PROBLEM => Lines that include "canvas" make up the answer; copy all of them from the data below.

EXTRACTED MATERIAL =>
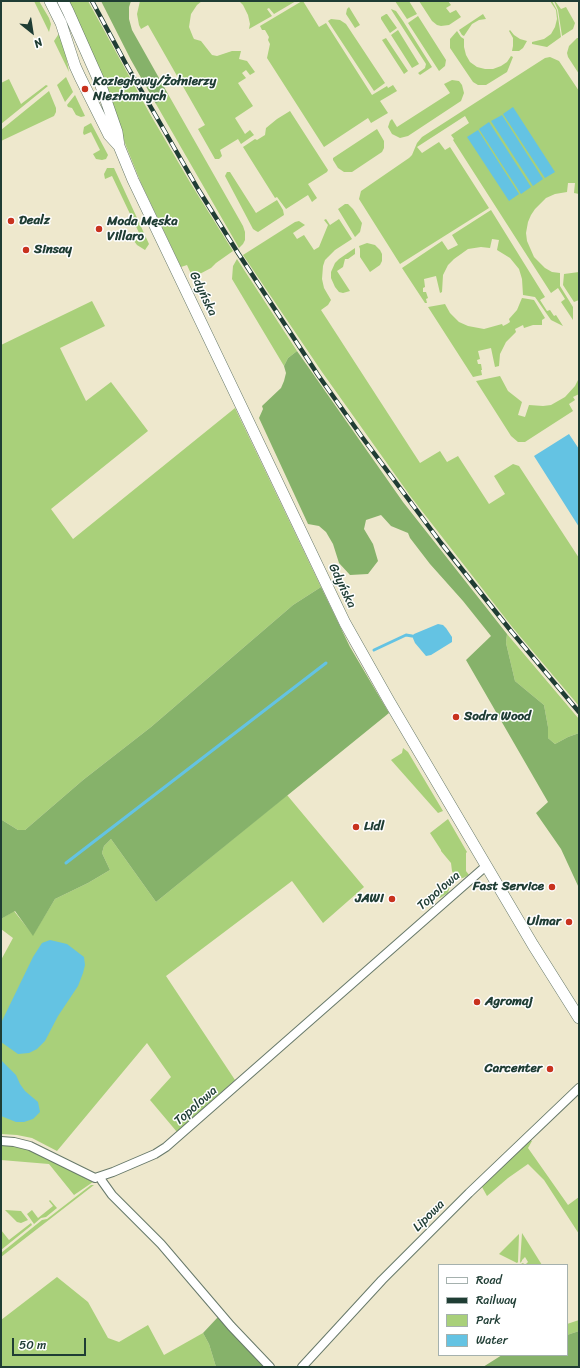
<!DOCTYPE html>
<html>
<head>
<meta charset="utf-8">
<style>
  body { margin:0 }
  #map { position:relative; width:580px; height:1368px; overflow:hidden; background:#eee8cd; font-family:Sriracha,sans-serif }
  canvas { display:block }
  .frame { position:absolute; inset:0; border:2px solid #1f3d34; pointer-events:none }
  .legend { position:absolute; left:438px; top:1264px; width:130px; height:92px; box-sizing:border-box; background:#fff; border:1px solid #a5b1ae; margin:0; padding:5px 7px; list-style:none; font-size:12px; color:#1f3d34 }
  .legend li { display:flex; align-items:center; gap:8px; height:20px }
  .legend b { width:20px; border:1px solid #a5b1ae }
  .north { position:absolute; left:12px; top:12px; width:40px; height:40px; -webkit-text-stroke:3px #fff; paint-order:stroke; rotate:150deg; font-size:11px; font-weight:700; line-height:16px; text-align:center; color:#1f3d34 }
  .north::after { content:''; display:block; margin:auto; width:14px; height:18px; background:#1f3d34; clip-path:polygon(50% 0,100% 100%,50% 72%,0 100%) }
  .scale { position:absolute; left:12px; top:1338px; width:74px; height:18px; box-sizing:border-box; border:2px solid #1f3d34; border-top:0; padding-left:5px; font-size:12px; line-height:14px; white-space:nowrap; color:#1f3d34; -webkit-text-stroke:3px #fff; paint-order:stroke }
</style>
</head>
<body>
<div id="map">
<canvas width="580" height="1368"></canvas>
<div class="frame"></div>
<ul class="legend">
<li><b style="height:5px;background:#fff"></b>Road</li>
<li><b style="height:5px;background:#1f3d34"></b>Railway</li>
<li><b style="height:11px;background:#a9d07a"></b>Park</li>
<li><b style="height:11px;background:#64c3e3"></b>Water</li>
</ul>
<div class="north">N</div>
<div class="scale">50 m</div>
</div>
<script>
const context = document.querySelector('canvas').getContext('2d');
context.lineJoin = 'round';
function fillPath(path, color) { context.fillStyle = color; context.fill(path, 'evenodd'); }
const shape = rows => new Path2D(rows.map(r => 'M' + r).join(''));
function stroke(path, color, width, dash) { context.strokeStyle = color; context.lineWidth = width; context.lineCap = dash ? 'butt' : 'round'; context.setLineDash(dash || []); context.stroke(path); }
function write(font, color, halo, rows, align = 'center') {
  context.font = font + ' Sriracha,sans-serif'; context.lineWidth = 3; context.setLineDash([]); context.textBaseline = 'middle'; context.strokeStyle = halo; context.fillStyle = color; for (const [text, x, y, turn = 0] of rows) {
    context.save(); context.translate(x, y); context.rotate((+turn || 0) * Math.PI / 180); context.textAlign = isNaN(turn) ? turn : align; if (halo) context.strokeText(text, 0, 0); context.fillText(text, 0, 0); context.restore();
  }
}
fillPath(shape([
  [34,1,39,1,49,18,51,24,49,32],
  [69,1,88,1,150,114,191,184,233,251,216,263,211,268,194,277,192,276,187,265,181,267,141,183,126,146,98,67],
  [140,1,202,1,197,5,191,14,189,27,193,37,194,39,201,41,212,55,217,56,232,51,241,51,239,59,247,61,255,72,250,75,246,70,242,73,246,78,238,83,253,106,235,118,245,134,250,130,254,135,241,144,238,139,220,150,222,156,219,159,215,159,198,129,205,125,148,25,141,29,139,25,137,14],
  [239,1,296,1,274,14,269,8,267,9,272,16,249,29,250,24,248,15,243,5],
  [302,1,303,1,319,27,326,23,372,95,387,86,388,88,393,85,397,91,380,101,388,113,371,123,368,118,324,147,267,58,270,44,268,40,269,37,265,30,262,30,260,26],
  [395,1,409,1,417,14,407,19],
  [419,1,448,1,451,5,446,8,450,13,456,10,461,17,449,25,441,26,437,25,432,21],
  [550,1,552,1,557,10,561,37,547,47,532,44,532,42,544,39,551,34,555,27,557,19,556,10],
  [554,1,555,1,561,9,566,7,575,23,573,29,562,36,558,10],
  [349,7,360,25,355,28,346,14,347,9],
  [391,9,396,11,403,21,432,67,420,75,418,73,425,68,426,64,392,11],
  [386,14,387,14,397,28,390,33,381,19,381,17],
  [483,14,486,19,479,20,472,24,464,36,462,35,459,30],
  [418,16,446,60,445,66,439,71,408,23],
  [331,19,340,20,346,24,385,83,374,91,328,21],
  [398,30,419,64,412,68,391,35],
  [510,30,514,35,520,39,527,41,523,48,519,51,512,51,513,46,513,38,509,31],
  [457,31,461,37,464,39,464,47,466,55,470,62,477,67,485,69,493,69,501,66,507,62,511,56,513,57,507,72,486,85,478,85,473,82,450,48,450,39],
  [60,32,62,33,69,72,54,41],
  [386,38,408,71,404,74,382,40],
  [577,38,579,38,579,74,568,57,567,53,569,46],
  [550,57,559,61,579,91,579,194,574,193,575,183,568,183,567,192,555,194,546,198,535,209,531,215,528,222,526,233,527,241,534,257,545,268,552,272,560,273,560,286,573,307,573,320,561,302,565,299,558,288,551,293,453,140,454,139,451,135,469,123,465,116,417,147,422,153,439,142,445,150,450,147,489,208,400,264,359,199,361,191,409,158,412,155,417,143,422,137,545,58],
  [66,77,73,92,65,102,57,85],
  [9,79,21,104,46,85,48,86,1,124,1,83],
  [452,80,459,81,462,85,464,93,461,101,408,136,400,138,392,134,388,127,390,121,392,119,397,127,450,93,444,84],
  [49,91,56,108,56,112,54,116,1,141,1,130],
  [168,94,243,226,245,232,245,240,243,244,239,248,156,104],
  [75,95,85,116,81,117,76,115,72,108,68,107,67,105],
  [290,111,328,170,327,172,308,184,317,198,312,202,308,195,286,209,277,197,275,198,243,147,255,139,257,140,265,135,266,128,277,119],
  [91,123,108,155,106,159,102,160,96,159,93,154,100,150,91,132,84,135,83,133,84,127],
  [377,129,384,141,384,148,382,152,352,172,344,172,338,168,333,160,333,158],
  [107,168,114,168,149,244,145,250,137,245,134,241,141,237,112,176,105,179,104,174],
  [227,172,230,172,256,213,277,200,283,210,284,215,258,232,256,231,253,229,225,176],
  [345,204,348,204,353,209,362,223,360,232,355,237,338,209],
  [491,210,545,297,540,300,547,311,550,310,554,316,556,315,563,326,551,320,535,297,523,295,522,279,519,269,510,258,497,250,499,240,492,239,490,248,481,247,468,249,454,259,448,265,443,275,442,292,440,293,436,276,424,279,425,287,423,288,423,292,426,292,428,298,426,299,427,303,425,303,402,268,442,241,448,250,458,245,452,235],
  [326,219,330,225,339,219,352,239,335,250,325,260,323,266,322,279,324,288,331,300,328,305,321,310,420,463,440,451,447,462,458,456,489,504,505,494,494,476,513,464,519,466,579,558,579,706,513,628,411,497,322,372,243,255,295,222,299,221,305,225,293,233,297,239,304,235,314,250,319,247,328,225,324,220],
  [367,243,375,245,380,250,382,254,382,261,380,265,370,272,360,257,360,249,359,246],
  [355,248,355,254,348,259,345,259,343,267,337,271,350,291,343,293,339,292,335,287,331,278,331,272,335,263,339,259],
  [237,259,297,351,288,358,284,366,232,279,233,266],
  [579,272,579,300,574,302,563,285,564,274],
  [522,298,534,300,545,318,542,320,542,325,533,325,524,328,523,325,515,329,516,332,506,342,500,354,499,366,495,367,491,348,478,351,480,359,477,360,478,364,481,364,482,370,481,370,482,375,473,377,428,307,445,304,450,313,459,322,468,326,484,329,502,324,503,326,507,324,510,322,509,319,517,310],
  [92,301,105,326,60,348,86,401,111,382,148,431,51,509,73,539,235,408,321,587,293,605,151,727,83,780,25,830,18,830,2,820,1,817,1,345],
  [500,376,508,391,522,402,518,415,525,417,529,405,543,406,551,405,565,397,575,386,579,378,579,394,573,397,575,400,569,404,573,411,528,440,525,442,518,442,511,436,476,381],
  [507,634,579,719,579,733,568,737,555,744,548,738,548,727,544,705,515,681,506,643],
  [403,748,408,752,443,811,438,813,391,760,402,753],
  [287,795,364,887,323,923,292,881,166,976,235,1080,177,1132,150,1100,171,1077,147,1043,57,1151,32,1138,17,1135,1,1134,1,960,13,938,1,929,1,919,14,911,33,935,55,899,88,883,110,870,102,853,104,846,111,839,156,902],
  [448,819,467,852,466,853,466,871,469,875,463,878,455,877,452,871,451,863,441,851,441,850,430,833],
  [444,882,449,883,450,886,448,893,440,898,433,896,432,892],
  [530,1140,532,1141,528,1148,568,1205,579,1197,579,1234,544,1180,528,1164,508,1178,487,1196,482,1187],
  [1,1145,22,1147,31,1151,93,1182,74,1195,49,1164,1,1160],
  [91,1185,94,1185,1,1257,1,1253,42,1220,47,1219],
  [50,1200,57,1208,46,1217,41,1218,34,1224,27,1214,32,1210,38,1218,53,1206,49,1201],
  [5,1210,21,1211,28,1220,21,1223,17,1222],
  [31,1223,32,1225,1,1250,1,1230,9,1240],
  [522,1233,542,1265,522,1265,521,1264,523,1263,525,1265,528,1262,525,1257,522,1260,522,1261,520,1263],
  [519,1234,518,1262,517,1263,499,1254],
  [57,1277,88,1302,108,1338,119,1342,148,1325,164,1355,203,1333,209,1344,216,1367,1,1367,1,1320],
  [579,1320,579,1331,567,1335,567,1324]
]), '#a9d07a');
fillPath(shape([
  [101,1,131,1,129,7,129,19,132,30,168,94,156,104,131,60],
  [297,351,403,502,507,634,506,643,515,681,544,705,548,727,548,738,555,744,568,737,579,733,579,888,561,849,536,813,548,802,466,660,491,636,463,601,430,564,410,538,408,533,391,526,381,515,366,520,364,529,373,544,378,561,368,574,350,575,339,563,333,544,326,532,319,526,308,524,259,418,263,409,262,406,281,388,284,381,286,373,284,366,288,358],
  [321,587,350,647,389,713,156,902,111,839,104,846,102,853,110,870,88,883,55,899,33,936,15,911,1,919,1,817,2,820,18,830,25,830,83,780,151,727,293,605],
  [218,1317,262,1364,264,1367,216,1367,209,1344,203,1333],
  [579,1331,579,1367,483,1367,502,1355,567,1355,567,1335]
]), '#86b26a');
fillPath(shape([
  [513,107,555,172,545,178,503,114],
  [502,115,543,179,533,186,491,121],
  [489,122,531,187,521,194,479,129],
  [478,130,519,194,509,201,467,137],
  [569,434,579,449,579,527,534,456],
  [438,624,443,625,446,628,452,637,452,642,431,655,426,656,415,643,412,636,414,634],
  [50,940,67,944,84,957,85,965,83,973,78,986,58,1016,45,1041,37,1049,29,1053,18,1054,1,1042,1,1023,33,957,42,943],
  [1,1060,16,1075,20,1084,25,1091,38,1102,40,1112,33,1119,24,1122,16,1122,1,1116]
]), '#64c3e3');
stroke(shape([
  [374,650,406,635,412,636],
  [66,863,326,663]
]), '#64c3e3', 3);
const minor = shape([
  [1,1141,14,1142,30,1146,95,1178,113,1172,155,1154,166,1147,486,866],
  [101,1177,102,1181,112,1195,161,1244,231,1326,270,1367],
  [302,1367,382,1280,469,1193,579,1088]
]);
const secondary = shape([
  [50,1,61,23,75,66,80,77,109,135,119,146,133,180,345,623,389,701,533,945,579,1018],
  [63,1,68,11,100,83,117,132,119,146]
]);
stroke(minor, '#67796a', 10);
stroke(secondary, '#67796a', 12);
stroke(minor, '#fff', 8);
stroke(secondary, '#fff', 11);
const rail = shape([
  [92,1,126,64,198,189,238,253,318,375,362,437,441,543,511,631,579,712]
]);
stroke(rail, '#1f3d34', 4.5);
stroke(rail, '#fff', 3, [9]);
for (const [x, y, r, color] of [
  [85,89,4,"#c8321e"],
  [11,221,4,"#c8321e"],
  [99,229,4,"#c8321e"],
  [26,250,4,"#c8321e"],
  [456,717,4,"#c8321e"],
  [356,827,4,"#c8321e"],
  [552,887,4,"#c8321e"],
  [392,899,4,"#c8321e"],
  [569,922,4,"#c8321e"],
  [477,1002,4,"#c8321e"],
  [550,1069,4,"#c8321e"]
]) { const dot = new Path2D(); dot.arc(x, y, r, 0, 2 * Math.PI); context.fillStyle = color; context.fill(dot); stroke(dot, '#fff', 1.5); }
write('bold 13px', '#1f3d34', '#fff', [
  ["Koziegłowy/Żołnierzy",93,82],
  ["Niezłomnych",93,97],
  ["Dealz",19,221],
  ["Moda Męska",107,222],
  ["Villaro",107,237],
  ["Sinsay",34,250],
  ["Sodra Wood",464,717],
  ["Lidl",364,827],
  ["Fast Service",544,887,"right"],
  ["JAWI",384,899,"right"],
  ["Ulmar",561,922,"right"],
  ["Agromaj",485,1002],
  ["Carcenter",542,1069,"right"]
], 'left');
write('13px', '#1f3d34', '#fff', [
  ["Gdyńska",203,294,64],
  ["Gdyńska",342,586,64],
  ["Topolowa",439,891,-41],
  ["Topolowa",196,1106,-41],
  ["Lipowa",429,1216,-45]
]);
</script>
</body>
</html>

TASK RESPONSE =>
  canvas { display:block }
<canvas width="580" height="1368"></canvas>
const context = document.querySelector('canvas').getContext('2d');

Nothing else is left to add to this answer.